Revisiting the hardening of the cosmic-ray energy spectrum at TeV energies

TL;DR

This paper investigates the hardening of the cosmic-ray energy spectrum at TeV energies, attributing it to nearby supernova remnants and extending analysis to heavier nuclei with detailed modeling and comparison to other models.

Contribution

It provides an improved, detailed model of cosmic-ray spectrum hardening due to nearby supernova remnants, including heavier nuclei and comprehensive comparisons with existing models.

Findings

Hardening explained by nearby supernova remnants effects.

Consistent treatment of background and source parameters.

Results align with some existing models and can be tested by future measurements.

Abstract

Measurements of cosmic rays by experiments such as ATIC, CREAM, and PAMELA indicate a hardening of the cosmic-ray energy spectrum at TeV energies.

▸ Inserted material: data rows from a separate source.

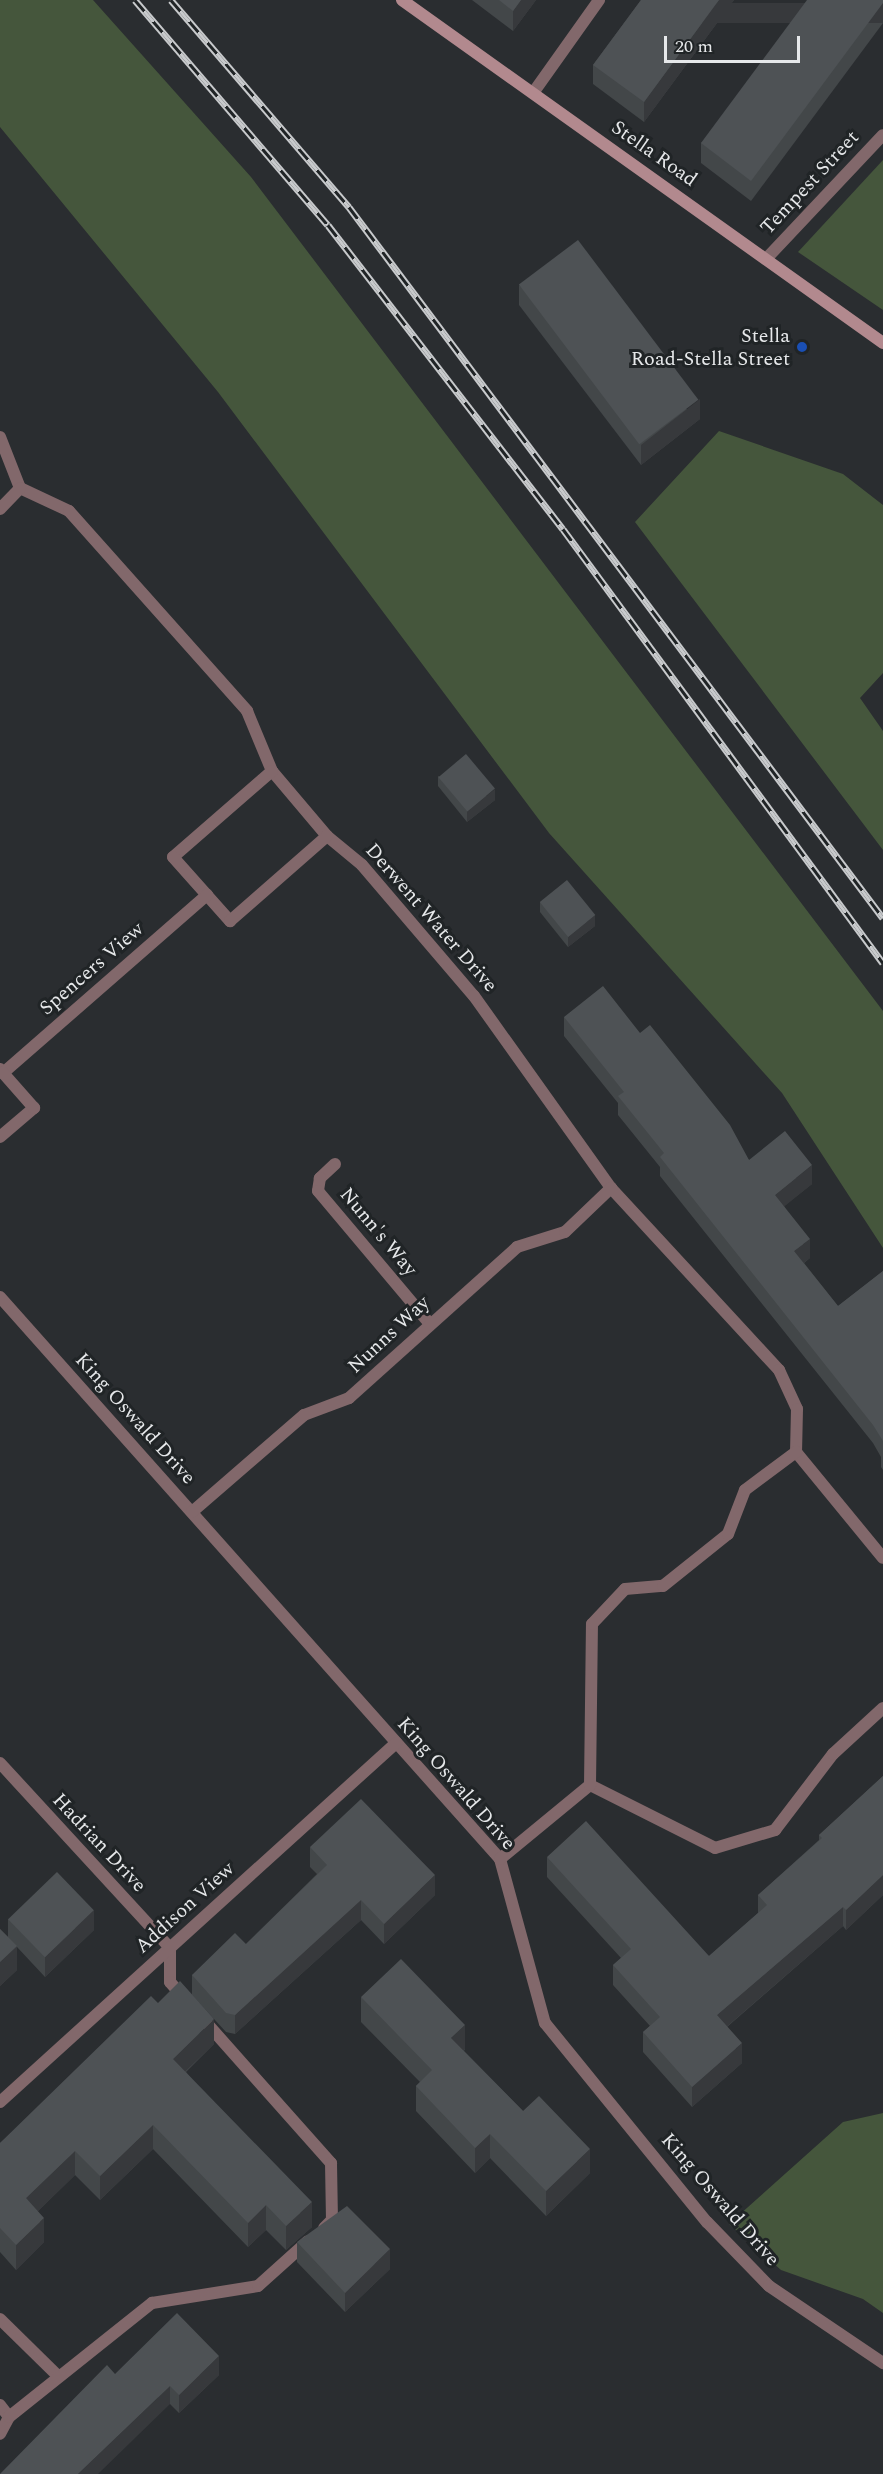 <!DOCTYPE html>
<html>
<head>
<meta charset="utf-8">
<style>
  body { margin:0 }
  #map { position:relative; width:883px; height:2474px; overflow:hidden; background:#2a2d30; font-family:Spectral,serif }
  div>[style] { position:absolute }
  .green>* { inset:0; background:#45563c }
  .minor>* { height:12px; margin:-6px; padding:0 6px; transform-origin:6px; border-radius:6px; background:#82686b }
  .secondary>* { height:12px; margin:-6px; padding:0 6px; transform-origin:6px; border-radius:6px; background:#b2898e }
  .rail>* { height:7px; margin-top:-3.5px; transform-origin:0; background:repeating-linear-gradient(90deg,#202426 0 14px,#c8cacc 0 28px); box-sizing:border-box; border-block:2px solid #c8cacc }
  .wall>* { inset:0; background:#434749 }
  .shaded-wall>* { inset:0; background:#37393c; transform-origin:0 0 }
  .building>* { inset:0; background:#4e5255; transform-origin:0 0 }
  .dots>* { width:16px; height:16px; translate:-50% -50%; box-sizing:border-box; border:3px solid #202426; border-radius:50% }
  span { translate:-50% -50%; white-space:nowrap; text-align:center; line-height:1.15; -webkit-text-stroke:6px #202426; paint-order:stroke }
  .street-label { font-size:20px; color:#e6e8ea }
  .poi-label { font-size:20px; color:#e6e8ea }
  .right { translate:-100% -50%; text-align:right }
  .scale { position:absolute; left:664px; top:36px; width:136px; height:27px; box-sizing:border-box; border:3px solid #e6e8ea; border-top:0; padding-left:8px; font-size:18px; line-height:21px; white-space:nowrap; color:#e6e8ea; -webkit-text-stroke:4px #202426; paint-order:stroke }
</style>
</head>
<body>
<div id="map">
  <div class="green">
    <i style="clip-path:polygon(0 0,93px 0,251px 177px,883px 1011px,883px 1248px,782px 1093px,549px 833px,218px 392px,0 127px)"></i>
    <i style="clip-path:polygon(883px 160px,883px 310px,798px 252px)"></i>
    <i style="clip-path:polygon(719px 431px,843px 474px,883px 505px,883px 673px,860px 698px,883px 731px,883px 850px,635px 522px)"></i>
    <i style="clip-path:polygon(883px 2113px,883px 2313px,863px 2299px,781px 2270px,729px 2224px,843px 2122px)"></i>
  </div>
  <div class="minor">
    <i style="left:533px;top:93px;width:114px;rotate:-54.6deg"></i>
    <i style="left:766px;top:259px;width:170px;rotate:-46.7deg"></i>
    <i style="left:0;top:437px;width:55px;rotate:68.6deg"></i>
    <i style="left:20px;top:488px;width:54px;rotate:25.1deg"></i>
    <i style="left:69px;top:511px;width:268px;rotate:48.3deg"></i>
    <i style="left:247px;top:711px;width:65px;rotate:67.4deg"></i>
    <i style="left:272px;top:771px;width:85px;rotate:49.8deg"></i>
    <i style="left:327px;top:836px;width:45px;rotate:39.6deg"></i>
    <i style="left:362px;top:865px;width:172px;rotate:49.5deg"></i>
    <i style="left:474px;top:996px;width:236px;rotate:54.5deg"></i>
    <i style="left:611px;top:1188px;width:248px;rotate:47.3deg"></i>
    <i style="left:779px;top:1370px;width:43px;rotate:65.2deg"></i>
    <i style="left:797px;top:1409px;width:43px;rotate:91.3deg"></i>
    <i style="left:796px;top:1452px;width:137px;rotate:50.6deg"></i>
    <i style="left:0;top:509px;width:29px;rotate:-46deg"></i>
    <i style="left:272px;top:771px;width:131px;rotate:139deg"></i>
    <i style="left:173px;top:857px;width:86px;rotate:48.3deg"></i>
    <i style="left:230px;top:921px;width:129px;rotate:-41.2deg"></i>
    <i style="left:0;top:1069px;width:5px;rotate:53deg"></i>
    <i style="left:3px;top:1073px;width:271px;rotate:-41.1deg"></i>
    <i style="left:0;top:1137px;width:45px;rotate:-40.5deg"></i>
    <i style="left:34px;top:1108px;width:47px;rotate:-131.5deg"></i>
    <i style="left:335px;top:1164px;width:21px;rotate:137deg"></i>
    <i style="left:320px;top:1178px;width:13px;rotate:99deg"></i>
    <i style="left:318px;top:1191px;width:172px;rotate:49.9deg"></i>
    <i style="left:0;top:1297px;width:752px;rotate:48.34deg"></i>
    <i style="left:500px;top:1859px;width:170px;rotate:74.7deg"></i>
    <i style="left:545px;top:2023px;width:257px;rotate:50.9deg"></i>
    <i style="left:707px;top:2222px;width:89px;rotate:45.9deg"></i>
    <i style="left:769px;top:2286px;width:138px;rotate:34deg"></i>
    <i style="left:192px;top:1512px;width:148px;rotate:-40.9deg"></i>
    <i style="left:304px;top:1415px;width:48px;rotate:-20.7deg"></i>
    <i style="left:349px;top:1398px;width:226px;rotate:-41.9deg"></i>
    <i style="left:517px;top:1247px;width:50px;rotate:-17.4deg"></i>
    <i style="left:565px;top:1232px;width:64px;rotate:-43.7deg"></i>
    <i style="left:0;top:1763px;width:251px;rotate:47.4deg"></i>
    <i style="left:170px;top:1948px;width:34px;rotate:90deg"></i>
    <i style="left:170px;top:1982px;width:23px;rotate:49deg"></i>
    <i style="left:590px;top:1785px;width:140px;rotate:26.7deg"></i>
    <i style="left:715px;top:1848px;width:63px;rotate:-16.7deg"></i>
    <i style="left:775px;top:1830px;width:96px;rotate:-52.7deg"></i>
    <i style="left:833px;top:1754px;width:68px;rotate:-42.6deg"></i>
    <i style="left:500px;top:1859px;width:117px;rotate:-39.4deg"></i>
    <i style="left:590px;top:1785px;width:161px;rotate:-89.3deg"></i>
    <i style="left:592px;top:1624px;width:48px;rotate:-46.7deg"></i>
    <i style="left:625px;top:1589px;width:38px;rotate:-5deg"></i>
    <i style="left:663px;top:1586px;width:83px;rotate:-38.7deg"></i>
    <i style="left:728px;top:1534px;width:47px;rotate:-68.9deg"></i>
    <i style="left:745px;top:1490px;width:64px;rotate:-36.7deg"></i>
    <i style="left:203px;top:2019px;width:193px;rotate:48.4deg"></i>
    <i style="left:331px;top:2163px;width:57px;rotate:89deg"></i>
    <i style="left:332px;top:2220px;width:11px;rotate:135deg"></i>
    <i style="left:0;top:2102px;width:535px;rotate:-42.19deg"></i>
    <i style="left:0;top:2319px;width:81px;rotate:44.5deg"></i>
    <i style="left:0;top:2405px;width:15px;rotate:53deg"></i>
    <i style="left:9px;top:2417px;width:19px;rotate:118deg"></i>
    <i style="left:9px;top:2417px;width:183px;rotate:-38.6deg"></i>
    <i style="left:152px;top:2303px;width:107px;rotate:-9.1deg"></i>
    <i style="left:258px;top:2286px;width:67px;rotate:-42deg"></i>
  </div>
  <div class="secondary">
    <i style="left:402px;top:0;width:591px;rotate:35.49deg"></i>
  </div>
  <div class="rail">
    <i style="left:135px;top:0;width:296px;rotate:49.4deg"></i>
    <i style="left:328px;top:225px;width:384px;rotate:52.3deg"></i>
    <i style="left:563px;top:529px;width:539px;rotate:53.6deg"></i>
    <i style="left:171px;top:0;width:273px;rotate:49.3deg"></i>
    <i style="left:349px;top:207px;width:889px;rotate:53.09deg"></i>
  </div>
  <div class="wall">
    <i style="clip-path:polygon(472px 0,536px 0,513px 31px)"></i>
    <i style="clip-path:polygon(641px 0,734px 0,644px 122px,593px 84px,593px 65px)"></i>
    <i style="clip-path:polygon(883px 0,883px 23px,751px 201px,701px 163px,701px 143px)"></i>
    <i style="clip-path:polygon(519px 285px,700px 419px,641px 465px,519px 305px)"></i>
    <i style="clip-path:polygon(438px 776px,495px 800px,467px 822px,438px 786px)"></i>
    <i style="clip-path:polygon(540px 902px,595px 926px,568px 947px,540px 912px)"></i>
    <i style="clip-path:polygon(564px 1017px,640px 1033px,749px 1160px,812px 1184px,784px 1206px,810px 1258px,804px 1263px,838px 1306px,883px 1271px,883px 1470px,881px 1467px,881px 1457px,873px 1443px,660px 1176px,660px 1167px,618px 1115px,618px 1103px,564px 1036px)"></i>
    <i style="clip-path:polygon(883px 1776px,883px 1895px,846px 1930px,843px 1926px,727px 2027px,742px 2063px,692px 2107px,643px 2052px,643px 2032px,650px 2026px,613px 1985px,613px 1965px,621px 1958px,547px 1877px,547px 1857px,709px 1956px,758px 1913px,758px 1895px,819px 1840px,819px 1835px)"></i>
    <i style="clip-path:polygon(310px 1847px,435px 1895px,384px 1944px,361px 1920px,235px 2034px,226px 2032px,192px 1995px,192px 1975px,246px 1944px,317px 1874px,310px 1867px)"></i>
    <i style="clip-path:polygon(8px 1919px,94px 1930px,45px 1977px,17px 1947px,17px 1970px,0 1986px,0 1929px,8px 1937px)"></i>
    <i style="clip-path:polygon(361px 1997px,465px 2049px,464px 2051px,523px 2111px,590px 2173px,546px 2216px,490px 2158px,475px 2173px,416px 2111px,416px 2086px,420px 2082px,361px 2022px)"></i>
    <i style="clip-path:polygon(158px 2003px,214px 2044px,186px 2072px,312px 2227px,286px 2250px,266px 2230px,248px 2247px,153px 2149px,100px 2200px,75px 2175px,38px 2211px,44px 2242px,16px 2270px,0 2252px,0 2143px)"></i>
    <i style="clip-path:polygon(297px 2242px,390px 2269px,345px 2312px,297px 2262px)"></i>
    <i style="clip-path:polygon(115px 2374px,219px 2375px,179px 2413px,170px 2404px)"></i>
  </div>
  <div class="shaded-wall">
    <i style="clip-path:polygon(521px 0,536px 0,513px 31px,513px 11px)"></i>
    <i style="clip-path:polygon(719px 0,734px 0,644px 122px,644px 102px)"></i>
    <i style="left:883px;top:3px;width:20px;height:222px;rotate:90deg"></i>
    <i style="clip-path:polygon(700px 399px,700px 419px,641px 465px,641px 445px)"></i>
    <i style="clip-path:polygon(495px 789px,495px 800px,467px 822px,467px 811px)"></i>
    <i style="clip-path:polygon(595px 915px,595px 926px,568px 947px,568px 937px)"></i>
    <i style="clip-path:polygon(812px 1165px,812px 1184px,775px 1214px,775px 1195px)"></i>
    <i style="clip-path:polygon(810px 1239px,810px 1258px,794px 1270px,794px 1251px)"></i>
    <i style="clip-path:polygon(435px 1875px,435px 1895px,384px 1944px,384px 1924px)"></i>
    <i style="clip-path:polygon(883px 1875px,883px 1895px,846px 1930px,846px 1910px)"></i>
    <i style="clip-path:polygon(361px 1900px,361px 1920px,235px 2034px,235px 2015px)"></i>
    <i style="clip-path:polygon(843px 1907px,843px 1926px,717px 2035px,717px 2015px)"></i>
    <i style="clip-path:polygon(94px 1910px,94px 1930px,45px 1977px,45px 1957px)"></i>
    <i style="clip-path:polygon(17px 1946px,17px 1970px,0 1986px,0 1962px)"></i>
    <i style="clip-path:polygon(214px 2019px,214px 2044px,173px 2083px,173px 2059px)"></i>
    <i style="clip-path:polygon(465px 2025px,465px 2049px,451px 2062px,451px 2038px)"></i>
    <i style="clip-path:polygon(742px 2043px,742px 2063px,692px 2107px,692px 2087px)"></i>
    <i style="clip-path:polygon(153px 2125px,153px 2149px,100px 2200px,100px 2176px)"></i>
    <i style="clip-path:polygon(490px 2134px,490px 2158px,475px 2173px,475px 2148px)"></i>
    <i style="clip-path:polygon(590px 2149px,590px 2173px,546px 2216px,546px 2191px)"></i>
    <i style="clip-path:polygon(75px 2151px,75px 2175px,26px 2223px,26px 2198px)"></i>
    <i style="clip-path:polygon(312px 2202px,312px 2227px,286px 2250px,286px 2226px)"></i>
    <i style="clip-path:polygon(266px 2205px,266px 2230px,248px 2247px,248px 2223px)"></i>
    <i style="clip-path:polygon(44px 2218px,44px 2242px,16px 2270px,16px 2245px)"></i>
    <i style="clip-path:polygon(390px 2249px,390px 2269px,345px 2312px,345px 2293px)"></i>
    <i style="clip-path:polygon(219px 2356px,219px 2375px,179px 2413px,179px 2395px)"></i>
    <i style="clip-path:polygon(170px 2386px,170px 2404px,98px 2474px,78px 2474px)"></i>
  </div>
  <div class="building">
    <i style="clip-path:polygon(499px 0,521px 0,513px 11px)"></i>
    <i style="clip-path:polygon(641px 0,719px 0,644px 102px,593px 65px)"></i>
    <i style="clip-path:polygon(807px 0,883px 0,883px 3px,751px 181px,701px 143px)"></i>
    <i style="left:578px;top:240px;width:200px;height:74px;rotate:53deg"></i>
    <i style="left:466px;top:754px;width:45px;height:36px;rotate:50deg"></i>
    <i style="left:567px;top:880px;width:45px;height:35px;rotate:51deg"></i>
    <i style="clip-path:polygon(603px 986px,640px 1033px,650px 1025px,730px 1125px,749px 1160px,785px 1131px,812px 1165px,775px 1195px,810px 1239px,794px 1251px,838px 1306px,883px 1271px,883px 1441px,873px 1425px,660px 1157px,664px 1153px,618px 1096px,624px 1092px,564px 1017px)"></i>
    <i style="clip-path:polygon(883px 1776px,883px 1875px,846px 1910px,843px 1907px,717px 2015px,742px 2043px,692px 2087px,643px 2032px,660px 2017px,613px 1965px,631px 1949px,547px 1857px,586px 1821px,709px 1956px,767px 1905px,758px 1895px,822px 1838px,819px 1835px)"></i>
    <i style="clip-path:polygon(361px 1799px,435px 1875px,384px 1924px,361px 1900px,235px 2015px,226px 2013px,192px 1975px,235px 1933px,246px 1944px,327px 1865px,310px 1847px)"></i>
    <i style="left:57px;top:1872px;width:53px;height:68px;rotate:46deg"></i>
    <i style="clip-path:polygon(0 1929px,17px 1946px,0 1962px)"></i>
    <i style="clip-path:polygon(401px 1959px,465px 2025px,451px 2038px,523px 2111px,539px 2096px,590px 2149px,546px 2191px,490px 2134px,475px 2148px,416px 2086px,432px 2070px,361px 1997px)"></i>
    <i style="clip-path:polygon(180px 1981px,214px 2019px,173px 2059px,312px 2202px,286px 2226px,266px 2205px,248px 2223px,153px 2125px,100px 2176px,75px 2151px,26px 2198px,44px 2218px,16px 2245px,0 2228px,0 2143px,151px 1996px,158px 2003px)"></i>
    <i style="clip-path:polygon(347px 2206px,390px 2249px,345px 2293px,297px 2242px)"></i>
    <i style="clip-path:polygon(177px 2313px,219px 2356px,179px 2395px,170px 2386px,78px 2474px,0 2474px,107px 2365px,115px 2374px)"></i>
  </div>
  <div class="dots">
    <i style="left:802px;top:347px;background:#1a4fb4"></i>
  </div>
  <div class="street-label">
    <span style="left:654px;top:154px;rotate:35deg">Stella Road</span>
    <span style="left:810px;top:183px;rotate:-47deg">Tempest Street</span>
    <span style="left:431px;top:918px;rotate:49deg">Derwent Water Drive</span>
    <span style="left:92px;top:969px;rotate:-41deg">Spencers View</span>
    <span style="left:378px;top:1232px;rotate:50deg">Nunn's Way</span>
    <span style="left:389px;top:1335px;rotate:-43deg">Nunns Way</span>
    <span style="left:135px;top:1419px;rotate:48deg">King Oswald Drive</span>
    <span style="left:456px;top:1784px;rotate:49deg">King Oswald Drive</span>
    <span style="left:99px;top:1843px;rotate:47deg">Hadrian Drive</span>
    <span style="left:185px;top:1908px;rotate:-42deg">Addison View</span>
    <span style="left:720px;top:2200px;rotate:49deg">King Oswald Drive</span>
  </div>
  <div class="poi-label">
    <span class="right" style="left:790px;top:348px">Stella<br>Road-Stella Street</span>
  </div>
  <div class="scale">20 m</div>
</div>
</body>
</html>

In our recent work (Thoudam & H\"orandel 2012a), we showed that the hardening can be due to the effect of nearby supernova remnants. We showed it for the case of proton and helium. In this paper, we present an improved and detailed version of our previous work, and extend our study to heavier cosmic-ray species such as boron, carbon, oxygen, and iron nuclei. Unlike our previous study, the present work involves a detailed calculation of the background cosmic rays and follows a consistent treatment of cosmic-ray source parameters between the background and the nearby components. Moreover, we also present a detailed comparison of our results on the secondary-to-primary ratios, secondary spectra, and the diffuse gamma-ray spectrum with the results expected from other existing models, which can be checked by future measurements at high energies.